▶ **Aim of the task**: What follows is a listing. Write it all out exactly.

▶ **Information provided**:
━━━━━━━━━━━━━━━━

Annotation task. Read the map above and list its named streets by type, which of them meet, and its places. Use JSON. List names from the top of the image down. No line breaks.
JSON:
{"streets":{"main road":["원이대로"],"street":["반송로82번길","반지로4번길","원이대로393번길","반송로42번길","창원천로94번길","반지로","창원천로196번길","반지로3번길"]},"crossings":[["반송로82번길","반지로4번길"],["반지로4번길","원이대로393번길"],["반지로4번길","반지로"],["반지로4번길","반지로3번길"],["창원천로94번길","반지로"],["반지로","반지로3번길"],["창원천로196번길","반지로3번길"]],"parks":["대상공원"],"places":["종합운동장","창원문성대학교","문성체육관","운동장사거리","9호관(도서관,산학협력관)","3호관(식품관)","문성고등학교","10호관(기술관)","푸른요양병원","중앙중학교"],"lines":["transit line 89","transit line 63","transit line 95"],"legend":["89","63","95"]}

━━━━━━━━━━━━━━━━

▶ **Result of the task**:
Annotation task. Read the map above and list its named streets by type, which of them meet, and its places. Use JSON. List names from the top of the image down. No line breaks.
JSON:
{"streets":{"main road":["원이대로"],"street":["반송로82번길","반지로4번길","원이대로393번길","반송로42번길","창원천로94번길","반지로","창원천로196번길","반지로3번길"]},"crossings":[["반송로82번길","반지로4번길"],["반지로4번길","원이대로393번길"],["반지로4번길","반지로"],["반지로4번길","반지로3번길"],["창원천로94번길","반지로"],["반지로","반지로3번길"],["창원천로196번길","반지로3번길"]],"parks":["대상공원"],"places":["종합운동장","창원문성대학교","문성체육관","운동장사거리","9호관(도서관,산학협력관)","3호관(식품관)","문성고등학교","10호관(기술관)","푸른요양병원","중앙중학교"],"lines":["transit line 89","transit line 63","transit line 95"],"legend":["89","63","95"]}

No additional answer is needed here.